Mission: Impossible III
What’s the Story?
In MISSION: IMPOSSIBLE III, Ethan Hunt (Tom Cruise ) faces off repeatedly with Owen Davian (Philip Seymour Hoffman), seemingly over a very expensive ($850 million) world-killing device they call the Rabbit's Foot, but really, over their boy stuff. They are, after all, hero and villain, and they're destined to duke it out for your viewing pleasure. Now married, Ethan has given up field ops to train new IMF agents, but he's called off on an impossible mission by Musgrave (Billy Crudup)> to rescue former student, Lindsey (Keri Russell), who has been kidnapped by the diabolical Davian.
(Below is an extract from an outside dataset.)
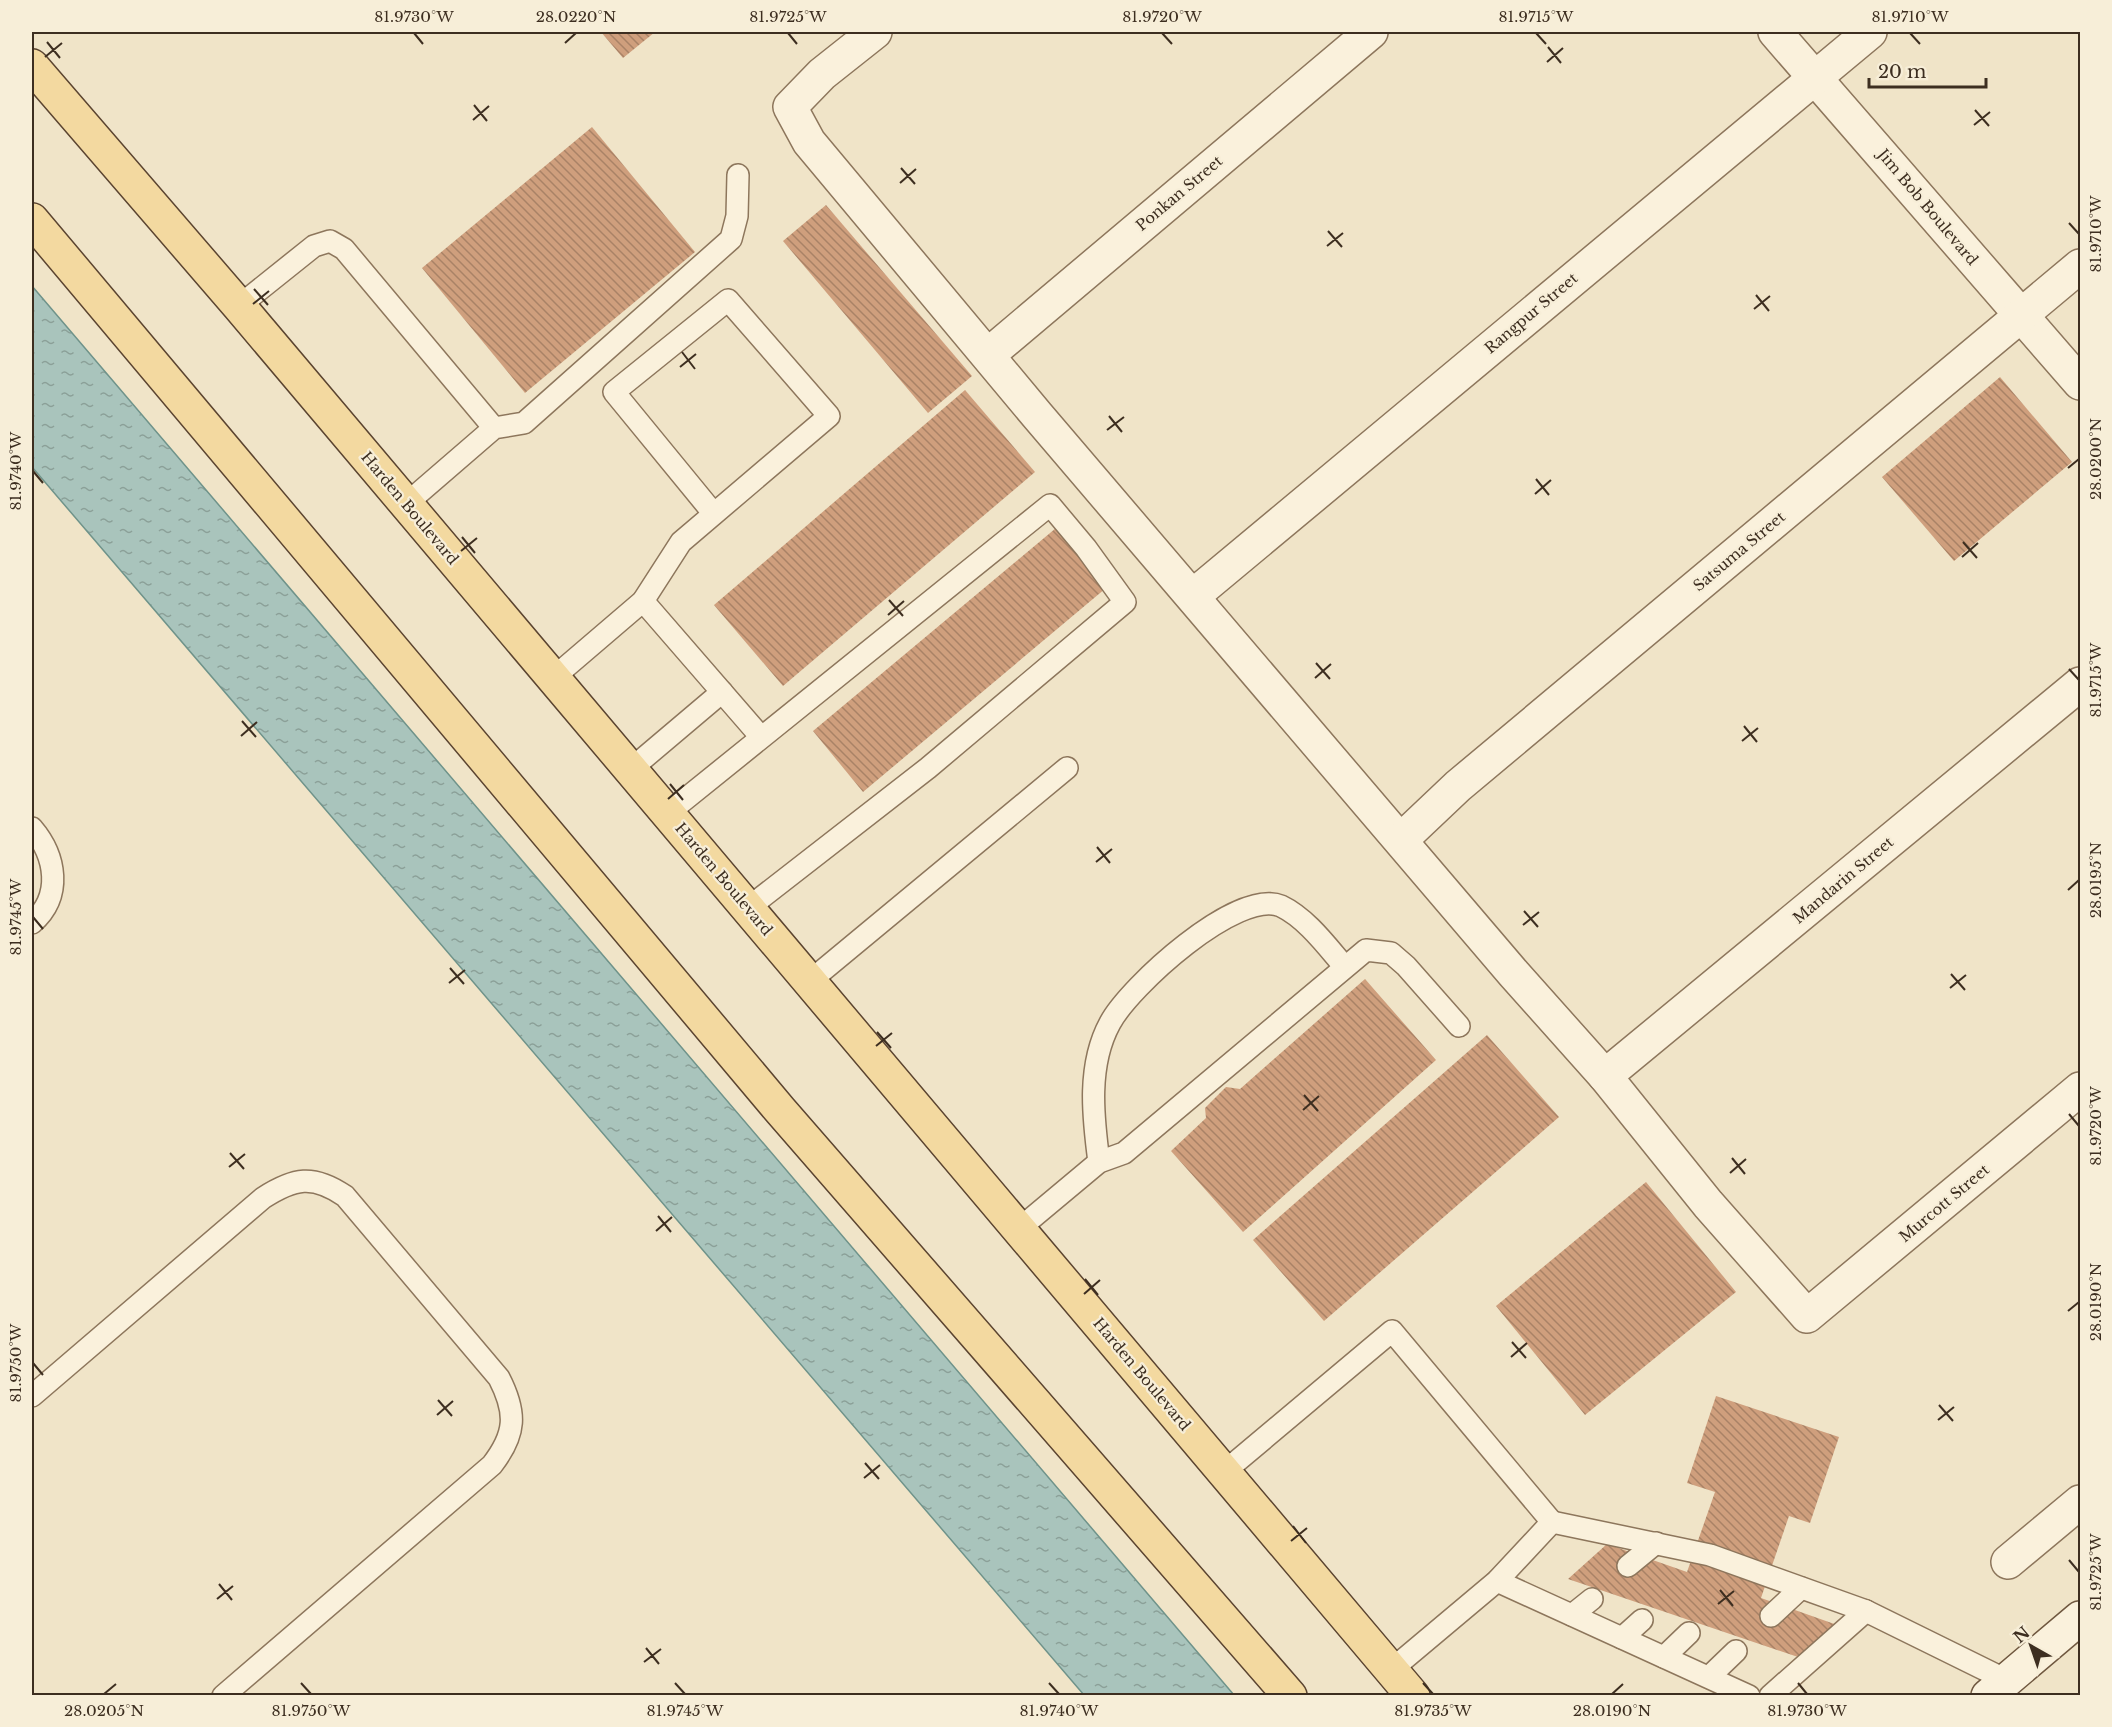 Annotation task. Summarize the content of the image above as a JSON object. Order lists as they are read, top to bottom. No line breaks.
{"streets":{"main road":["Harden Boulevard"],"street":["Ponkan Street","Jim Bob Boulevard","Rangpur Street","Satsuma Street","Mandarin Street","Murcott Street"]},"crossings":[["Jim Bob Boulevard","Rangpur Street"],["Jim Bob Boulevard","Satsuma Street"],["Mandarin Street","Murcott Street"]],"scale_bar":"20 m","north":"top left","coordinates":["81.9730°W","28.0220°N","81.9725°W","81.9720°W","81.9715°W","81.9710°W","28.0200°N","81.9740°W","28.0195°N","81.9745°W","28.0190°N","81.9750°W","28.0205°N","81.9735°W"]}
Ethan's rushed off to meet with his old partner Luther (Ving Rhames), and the two get help in their series of high-octane action scenes, including a couple of beautiful newbies, Zhen (Maggie Q) and Declan (Jonathan Rhys Meyers), and an aptly twitchy tech, Benji (Simon Pegg).
Is It Any Good?
Mission Impossible IIIis boisterous and violent, a good ride. But for all the fun, it also includes some acknowledgement of costs: emotional, physical, and political. Reconceived by the Cruise-selected writer-director J.J. Abrams, Ethan is here made vulnerable by his love for someone else. That's not to say he's not also the usual Ethan, admirably decisive and troublingly hard-headed.
While the movie tends to privilege Ethan's perspective -- his stunts, his goals, his urgency -- when it cuts to occasional other views, the effect can be jarring. Pursuing his own ends without regard to consequences makes Ethan heroic from one angle, and not a little barmy from another. Ethan's excesses are admirable: he jumps off any building, drives any vehicle, shoots any weapon at any target. But when he risks those close to him, the stakes are different. The scariest possibility in M:I:III is not that Ethan will lose, but that he'll win, and along the way, absorb his pretty little wife into his fearsome orbit.